Tests of metal surfaces coated using the team’s process show “a stark difference,” Paxson says. In the tests, the material stood up well even when exposed to steam at 100 degrees Celsius in an accelerated endurance test. Typically, the steam in power-plant condensers would only be about 40 degrees Celsius, Varanasi says.

When materials currently used to make surfaces hydrophobic are exposed to 100 degrees Celsius steam, “after one minute, you start to see them degrade,” Paxson says: The condensing water becomes “a film that covers the surface. It kills the hydrophobic surface, and degrades heat transfer by a factor of seven.” By contrast, the new material shows no change in performance after prolonged endurance tests.

“There was really negligible degradation,” says Gleason, the Alexander and I. Michael Kasser Professor of Chemical Engineering at MIT. According to degradation models, the material might be durable for much longer than these initial tests: “We’re thinking tens of years,” Gleason says.

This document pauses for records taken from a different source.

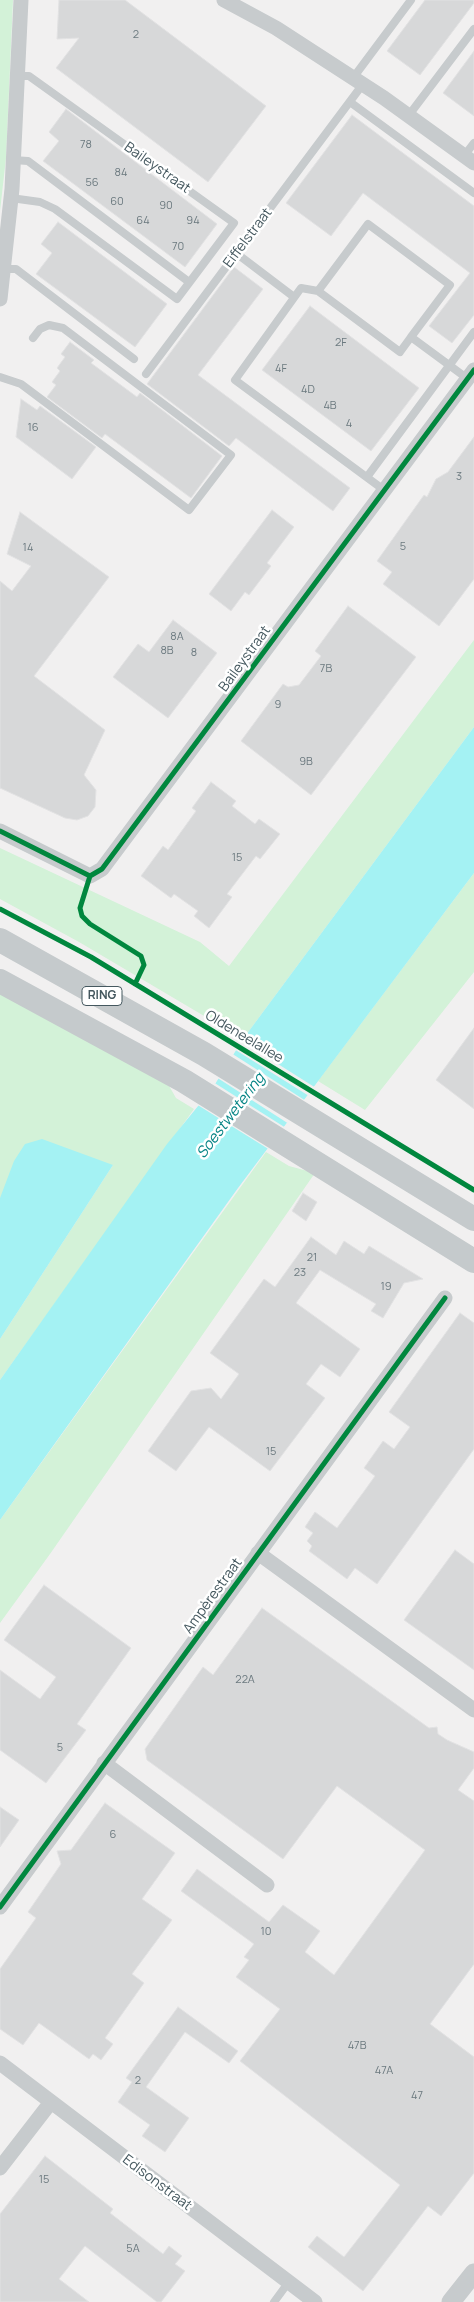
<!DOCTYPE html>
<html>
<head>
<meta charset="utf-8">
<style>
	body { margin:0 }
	canvas { display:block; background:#f1f0f0 }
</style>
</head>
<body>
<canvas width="474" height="2302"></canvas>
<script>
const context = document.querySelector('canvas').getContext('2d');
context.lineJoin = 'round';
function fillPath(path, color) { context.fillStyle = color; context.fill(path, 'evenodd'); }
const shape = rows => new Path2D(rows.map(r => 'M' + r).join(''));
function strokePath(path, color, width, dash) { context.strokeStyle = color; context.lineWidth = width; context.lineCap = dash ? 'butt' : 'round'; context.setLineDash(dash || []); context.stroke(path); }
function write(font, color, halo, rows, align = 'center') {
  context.font = font + ' Manrope,sans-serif'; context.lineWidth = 5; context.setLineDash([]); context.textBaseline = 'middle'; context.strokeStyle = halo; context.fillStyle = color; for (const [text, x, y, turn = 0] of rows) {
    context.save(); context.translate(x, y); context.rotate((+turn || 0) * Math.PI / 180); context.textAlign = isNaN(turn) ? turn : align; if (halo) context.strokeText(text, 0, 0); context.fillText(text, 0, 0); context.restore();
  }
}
const green = shape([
	[0,0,13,0,6,158,0,211],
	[474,640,474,727,243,1039,79,942,0,899,0,848,200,942,229,966],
	[474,873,474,972,365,1110,318,1081],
	[0,992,168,1084,176,1098,194,1109,0,1380,0,1339,113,1165,0,1198],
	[266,1152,289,1166,315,1173,50,1554,0,1623,0,1520]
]);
const water = shape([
	[474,727,474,873,238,1188,0,1520,0,1380,167,1144,212,1089,243,1039],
	[42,1139,113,1165,0,1339,0,1198,14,1161,25,1144]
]);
const pier = shape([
	[240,1040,316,1088,309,1096,234,1049],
	[231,1053,306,1101,289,1124,216,1077],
	[213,1082,286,1128,270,1150,196,1104]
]);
const building = shape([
	[59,0,125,0,266,106,208,182,56,68,79,38,57,39,59,0],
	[425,0,474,0,474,3,420,75,387,51,425,0],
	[474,51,474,116,443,93,474,51],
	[66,109,217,224,185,267,43,161,59,141,49,132,66,109],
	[352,115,474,206,474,315,452,343,429,326,470,273,363,193,331,236,286,203,352,115],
	[58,222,167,304,135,347,36,274,52,253,41,244,58,222],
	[234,267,263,289,198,375,350,488,333,511,236,438,229,446,147,384,234,267],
	[310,306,419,388,371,451,262,370,310,306],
	[70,342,94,360,91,363,137,397,140,393,222,456,191,498,105,434,102,438,47,397,56,385,52,382,60,371,57,368,65,357,61,354,70,342],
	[21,399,37,410,40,406,96,447,72,479,16,437,21,399],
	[474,437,474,579,439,626,383,584,392,572,377,561,424,495,427,497,436,479,448,472,474,437],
	[272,510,294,527,267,563,271,566,249,595,245,592,231,611,209,594,272,510],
	[20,512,109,577,34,676,105,730,84,775,96,790,95,807,88,816,77,820,65,818,0,788,0,581,12,591,31,566,7,554,20,512],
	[348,606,416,657,311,795,241,741,283,684,288,687,299,685,321,656,315,651,348,606],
	[173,620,217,653,168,718,113,677,138,644,149,652,173,620],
	[211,782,236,801,232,806,255,824,259,819,280,834,260,859,256,856,227,894,232,897,209,928,194,916,198,911,174,894,171,898,141,876,163,846,168,850,196,811,192,808,211,782],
	[474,1028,474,1109,436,1080,474,1028],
	[303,1193,317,1202,306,1221,292,1211,303,1193],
	[311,1237,336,1255,344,1241,364,1254,369,1246,423,1279,404,1283,383,1318,371,1311,376,1304,320,1270,296,1303,360,1349,340,1377,321,1364,306,1384,325,1398,270,1471,209,1427,176,1471,148,1451,191,1391,211,1388,221,1399,239,1374,210,1353,264,1279,275,1287,311,1237],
	[460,1313,474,1323,474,1449,377,1584,355,1568,347,1579,309,1551,312,1546,307,1541,313,1533,305,1527,315,1512,337,1528,365,1490,375,1476,364,1468,383,1441,394,1449,410,1427,389,1412,460,1313],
	[455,1550,474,1564,474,1670,404,1620,455,1550],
	[44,1585,131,1648,77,1724,86,1730,46,1783,0,1750,0,1670,40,1699,56,1677,4,1640,44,1585],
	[262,1608,429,1728,437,1727,438,1734,447,1740,474,1752,474,1768,458,1790,474,1801,474,1964,430,2024,474,2057,474,2173,441,2216,428,2206,363,2291,308,2247,317,2236,344,2257,400,2185,240,2061,280,2009,236,1977,249,1960,244,1957,254,1944,181,1891,197,1869,269,1922,283,1905,320,1931,305,1952,334,1975,425,1850,337,1786,283,1859,147,1760,145,1749,203,1667,213,1675,262,1608],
	[105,1803,175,1853,142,1899,172,1920,132,1974,144,1983,105,2038,113,2044,101,2060,93,2054,89,2059,39,2023,23,2045,0,2029,0,1969,36,1918,28,1912,61,1864,57,1851,71,1850,105,1803],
	[0,1807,19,1820,0,1847,0,1807],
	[178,2007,238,2051,229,2063,185,2032,146,2087,189,2118,165,2152,142,2136,150,2125,118,2102,132,2082,126,2078,178,2007],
	[45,2156,113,2209,110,2213,163,2254,169,2246,182,2256,175,2264,185,2271,161,2302,157,2302,85,2246,59,2279,89,2302,0,2302,0,2214,45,2156]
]);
const service = shape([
	[353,78,411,0],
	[350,102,474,193],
	[409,115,474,29],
	[464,156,474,143],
	[13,160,28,161,189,282],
	[11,198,40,202,55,209,177,299,234,223,29,76,18,76],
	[236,253,294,297],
	[3,269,16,269,134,359],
	[318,291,368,224,450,285,411,337],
	[146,374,363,84],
	[0,377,21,384,189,510,231,455,63,328,49,325,40,329,33,338],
	[367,477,474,332],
	[384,490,235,380,301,288,318,291,400,352,411,337,468,379],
	[274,2302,288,2283]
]);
const minor = shape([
	[224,0,276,28,384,98,474,163],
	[0,299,12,189,21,0],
	[0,831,90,876,102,869,474,370],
	[258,1553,474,1710],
	[104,1763,267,1885],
	[0,1907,445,1298],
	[0,2063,315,2302],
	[0,2168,51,2102]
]);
const tertiary = shape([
	[451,2302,474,2273]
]);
const primary = shape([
	[0,940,204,1054,474,1219],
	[0,981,184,1081,474,1261]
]);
const cycleway = shape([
	[0,831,90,876,102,869,474,370],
	[90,876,80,908,82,916,90,924,141,956,144,965,135,984],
	[0,909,91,957,474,1190],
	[0,1907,445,1298]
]);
const numberNames = [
	["2",136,35],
	["78",86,145],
	["84",121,173],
	["56",92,183],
	["60",117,202],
	["90",166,206],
	["64",143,221],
	["94",193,221],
	["70",178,247],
	["2F",341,343],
	["4F",281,369],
	["4D",308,390],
	["4B",330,406],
	["4",349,424],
	["16",33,428],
	["3",459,477],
	["5",403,547],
	["14",28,548],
	["8A",177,637],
	["8B",167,651],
	["8",194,653],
	["7B",326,669],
	["9",278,705],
	["9B",306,762],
	["15",237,858],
	["21",312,1258],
	["23",300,1273],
	["19",386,1287],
	["15",271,1452],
	["22A",245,1680],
	["5",60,1748],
	["6",113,1835],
	["10",266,1932],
	["47B",357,2046],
	["47A",384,2071],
	["2",138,2081],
	["47",417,2096],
	["15",44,2180],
	["5A",133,2249]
];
const shields = [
	[102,996,40]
];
const shieldNames = [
	["RING",102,996]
];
const streetNames = [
	["Baileystraat",157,168,35],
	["Eiffelstraat",248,238,-53],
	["Baileystraat",245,659,-54],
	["Oldeneelallee",244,1037,31],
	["Ampèrestraat",213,1596,-54],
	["Edisonstraat",157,2183,37]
];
const waterNames = [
	["Soestwetering",231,1116,-53]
];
fillPath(green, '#d3f2d8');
fillPath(water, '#a4f2f3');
fillPath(pier, '#f1f0f0');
fillPath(building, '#d7d8d9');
strokePath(building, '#e2e2e3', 1);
strokePath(service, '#c7cbcd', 8);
strokePath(minor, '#c7cbcd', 15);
strokePath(tertiary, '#c7cbcd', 19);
strokePath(primary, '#c5cacc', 24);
strokePath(cycleway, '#00873e', 5);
write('11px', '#6b797f', null, numberNames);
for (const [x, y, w] of shields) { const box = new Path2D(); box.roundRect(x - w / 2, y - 9.5, w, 19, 4); context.fillStyle = '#fff'; context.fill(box); strokePath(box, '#45585f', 1); }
write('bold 12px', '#45585f', null, shieldNames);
write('14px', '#45585f', '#fff', streetNames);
write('italic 15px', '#058485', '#fff', waterNames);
</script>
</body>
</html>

Varanasi and Paxson were part of a team that published research earlier this year on a different kind of durable hydrophobic material, a rare-earth ceramic. Varanasi says that the two approaches will likely both find useful applications, but in different situations: The ceramic material can withstand even higher temperatures, while the new coating should be less expensive and appropriate for use in existing power plants, he says. “Before, we had nothing, and we have two possible systems now,” he says.

The new coating can easily be applied to conventional condenser materials — typically titanium, steel, copper or aluminum — in existing facilities, using a process called initiated chemical vapor deposition (iCVD).

Another advantage of the new coating is that it can be extremely thin — just one-thousandth of the thickness of conventional hydrophobic coatings. That means other properties of the underlying surface, such as its electrical or thermal conductivity, are hardly affected. “You can create ultrathin films, with no effect on thermal conductivity,” Varanasi says, “so you’re getting the best of all worlds here.”

The work was supported by the U.S. Army Research Office though MIT’s Institute for Soldier Nanotechnologies, and by the National Science Foundation.